→ PROBLEM REQUIREMENTS
The answer must be every line of the records below that contains the word "column".

(Beginning of DATA TO PROCESS)

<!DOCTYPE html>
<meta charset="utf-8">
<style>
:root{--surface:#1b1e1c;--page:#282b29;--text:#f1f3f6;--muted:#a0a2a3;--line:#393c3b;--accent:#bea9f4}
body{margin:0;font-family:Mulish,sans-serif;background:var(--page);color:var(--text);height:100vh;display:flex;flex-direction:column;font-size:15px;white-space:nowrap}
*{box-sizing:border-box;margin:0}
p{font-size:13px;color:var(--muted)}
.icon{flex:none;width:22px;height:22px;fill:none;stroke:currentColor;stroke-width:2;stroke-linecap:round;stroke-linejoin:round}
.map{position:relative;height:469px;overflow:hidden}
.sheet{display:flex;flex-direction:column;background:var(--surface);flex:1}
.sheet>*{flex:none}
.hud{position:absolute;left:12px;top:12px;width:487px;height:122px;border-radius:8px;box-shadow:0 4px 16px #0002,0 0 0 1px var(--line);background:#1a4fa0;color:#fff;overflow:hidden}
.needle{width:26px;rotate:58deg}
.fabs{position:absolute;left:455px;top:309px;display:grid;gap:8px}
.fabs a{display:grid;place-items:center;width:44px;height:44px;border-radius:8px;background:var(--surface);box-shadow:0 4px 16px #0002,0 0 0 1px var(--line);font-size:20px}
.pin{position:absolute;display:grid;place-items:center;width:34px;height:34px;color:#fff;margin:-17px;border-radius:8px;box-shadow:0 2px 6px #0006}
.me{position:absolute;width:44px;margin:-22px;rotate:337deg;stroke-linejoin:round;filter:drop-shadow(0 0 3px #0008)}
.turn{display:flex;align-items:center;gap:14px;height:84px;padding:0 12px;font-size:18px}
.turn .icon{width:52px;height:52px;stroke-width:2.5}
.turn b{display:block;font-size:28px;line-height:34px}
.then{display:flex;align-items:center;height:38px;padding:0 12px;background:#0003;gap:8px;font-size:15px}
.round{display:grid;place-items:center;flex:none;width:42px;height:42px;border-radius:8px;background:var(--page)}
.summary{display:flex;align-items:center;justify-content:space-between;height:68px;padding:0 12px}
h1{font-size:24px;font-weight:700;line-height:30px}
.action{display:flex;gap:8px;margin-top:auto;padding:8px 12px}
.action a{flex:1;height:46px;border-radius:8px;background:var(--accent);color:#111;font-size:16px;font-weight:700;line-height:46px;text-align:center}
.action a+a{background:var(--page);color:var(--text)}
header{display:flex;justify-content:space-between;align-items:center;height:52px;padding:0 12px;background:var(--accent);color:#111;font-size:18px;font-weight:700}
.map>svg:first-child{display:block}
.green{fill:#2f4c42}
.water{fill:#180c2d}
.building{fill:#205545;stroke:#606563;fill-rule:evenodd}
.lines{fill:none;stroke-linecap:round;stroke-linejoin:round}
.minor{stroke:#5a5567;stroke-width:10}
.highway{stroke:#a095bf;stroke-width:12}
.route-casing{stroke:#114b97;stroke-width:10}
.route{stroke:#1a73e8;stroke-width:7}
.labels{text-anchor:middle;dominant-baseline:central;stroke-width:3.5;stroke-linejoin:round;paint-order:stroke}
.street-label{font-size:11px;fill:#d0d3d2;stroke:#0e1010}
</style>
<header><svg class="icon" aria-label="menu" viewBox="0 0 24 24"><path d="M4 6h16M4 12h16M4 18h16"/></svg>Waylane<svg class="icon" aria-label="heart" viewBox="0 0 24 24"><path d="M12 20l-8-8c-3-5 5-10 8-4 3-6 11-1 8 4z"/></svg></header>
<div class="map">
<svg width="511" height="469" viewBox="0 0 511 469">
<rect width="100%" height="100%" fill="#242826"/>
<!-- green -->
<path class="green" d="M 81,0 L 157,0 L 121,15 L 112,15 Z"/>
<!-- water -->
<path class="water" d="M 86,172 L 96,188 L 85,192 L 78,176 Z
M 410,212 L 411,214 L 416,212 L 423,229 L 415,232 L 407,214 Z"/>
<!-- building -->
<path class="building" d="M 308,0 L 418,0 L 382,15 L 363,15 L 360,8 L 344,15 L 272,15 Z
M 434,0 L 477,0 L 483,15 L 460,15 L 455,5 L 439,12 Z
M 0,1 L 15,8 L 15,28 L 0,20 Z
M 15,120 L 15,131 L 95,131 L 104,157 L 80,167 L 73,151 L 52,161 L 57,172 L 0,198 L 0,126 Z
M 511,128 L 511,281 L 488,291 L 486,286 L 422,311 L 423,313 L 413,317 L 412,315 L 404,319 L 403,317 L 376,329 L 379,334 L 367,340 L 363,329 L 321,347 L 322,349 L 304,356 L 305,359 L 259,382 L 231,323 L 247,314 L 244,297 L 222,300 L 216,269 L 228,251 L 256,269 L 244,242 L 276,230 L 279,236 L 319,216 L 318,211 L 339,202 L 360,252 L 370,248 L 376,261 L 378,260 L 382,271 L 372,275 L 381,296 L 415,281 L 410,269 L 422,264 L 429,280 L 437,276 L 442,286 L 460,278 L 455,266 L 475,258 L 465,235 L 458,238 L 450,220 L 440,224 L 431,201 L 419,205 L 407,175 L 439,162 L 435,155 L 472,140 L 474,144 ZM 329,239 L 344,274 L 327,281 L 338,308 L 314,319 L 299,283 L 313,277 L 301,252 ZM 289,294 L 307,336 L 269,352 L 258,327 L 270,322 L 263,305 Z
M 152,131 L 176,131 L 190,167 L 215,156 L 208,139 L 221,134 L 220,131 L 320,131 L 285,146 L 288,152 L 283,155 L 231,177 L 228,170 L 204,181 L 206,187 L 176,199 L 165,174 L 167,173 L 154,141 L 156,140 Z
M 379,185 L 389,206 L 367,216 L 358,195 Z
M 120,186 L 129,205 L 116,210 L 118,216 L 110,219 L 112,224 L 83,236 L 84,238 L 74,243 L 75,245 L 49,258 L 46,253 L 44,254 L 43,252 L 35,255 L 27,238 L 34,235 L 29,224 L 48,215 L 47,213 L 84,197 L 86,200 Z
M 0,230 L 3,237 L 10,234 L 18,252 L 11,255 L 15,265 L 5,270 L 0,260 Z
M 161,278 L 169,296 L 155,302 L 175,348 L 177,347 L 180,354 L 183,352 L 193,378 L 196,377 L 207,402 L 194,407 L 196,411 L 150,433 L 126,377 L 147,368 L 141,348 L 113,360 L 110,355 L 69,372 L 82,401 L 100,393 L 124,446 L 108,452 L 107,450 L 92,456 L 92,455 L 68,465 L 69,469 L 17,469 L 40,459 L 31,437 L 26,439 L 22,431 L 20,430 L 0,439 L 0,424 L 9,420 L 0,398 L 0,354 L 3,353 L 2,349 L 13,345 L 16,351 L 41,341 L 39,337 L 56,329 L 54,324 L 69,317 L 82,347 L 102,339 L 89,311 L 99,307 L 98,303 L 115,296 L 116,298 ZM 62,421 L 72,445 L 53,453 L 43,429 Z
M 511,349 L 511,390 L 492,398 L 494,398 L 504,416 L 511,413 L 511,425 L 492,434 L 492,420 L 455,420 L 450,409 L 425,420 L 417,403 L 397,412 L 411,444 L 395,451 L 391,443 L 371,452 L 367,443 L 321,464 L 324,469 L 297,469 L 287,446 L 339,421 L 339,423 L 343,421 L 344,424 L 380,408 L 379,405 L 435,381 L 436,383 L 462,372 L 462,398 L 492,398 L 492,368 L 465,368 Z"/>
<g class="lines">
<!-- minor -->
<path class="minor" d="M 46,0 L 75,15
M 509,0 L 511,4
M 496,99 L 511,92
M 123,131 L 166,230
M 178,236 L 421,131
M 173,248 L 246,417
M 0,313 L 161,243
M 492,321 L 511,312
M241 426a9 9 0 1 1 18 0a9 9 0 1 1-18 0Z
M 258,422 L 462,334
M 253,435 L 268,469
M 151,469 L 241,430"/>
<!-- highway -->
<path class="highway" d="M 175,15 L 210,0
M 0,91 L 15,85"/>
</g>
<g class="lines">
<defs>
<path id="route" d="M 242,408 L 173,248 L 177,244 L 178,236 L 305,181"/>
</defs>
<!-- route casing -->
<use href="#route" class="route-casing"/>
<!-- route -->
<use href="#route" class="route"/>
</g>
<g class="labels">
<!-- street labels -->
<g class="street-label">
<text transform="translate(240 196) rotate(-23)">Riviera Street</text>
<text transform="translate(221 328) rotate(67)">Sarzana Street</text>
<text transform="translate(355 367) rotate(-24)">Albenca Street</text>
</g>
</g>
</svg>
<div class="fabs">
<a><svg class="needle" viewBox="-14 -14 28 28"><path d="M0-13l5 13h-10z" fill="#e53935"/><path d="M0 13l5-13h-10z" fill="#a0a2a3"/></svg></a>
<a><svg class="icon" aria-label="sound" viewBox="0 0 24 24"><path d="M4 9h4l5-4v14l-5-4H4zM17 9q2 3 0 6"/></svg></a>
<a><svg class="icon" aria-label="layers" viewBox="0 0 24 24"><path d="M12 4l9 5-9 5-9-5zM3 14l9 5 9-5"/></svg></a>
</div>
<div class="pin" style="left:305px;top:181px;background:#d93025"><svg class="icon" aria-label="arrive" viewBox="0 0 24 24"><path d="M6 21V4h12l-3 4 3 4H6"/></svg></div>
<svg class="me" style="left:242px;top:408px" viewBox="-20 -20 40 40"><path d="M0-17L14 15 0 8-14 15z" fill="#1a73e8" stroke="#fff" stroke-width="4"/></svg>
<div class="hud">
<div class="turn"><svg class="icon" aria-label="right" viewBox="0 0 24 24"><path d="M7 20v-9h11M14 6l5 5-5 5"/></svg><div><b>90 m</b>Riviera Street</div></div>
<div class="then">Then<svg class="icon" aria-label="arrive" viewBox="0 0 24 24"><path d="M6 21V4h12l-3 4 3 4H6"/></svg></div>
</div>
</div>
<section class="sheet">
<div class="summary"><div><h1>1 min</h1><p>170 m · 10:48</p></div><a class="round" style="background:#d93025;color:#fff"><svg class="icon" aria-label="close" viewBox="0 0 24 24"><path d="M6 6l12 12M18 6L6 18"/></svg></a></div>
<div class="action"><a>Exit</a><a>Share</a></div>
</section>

(End of DATA TO PROCESS)

→ REPLY
body{margin:0;font-family:Mulish,sans-serif;background:var(--page);color:var(--text);height:100vh;display:flex;flex-direction:column;font-size:15px;white-space:nowrap}
.sheet{display:flex;flex-direction:column;background:var(--surface);flex:1}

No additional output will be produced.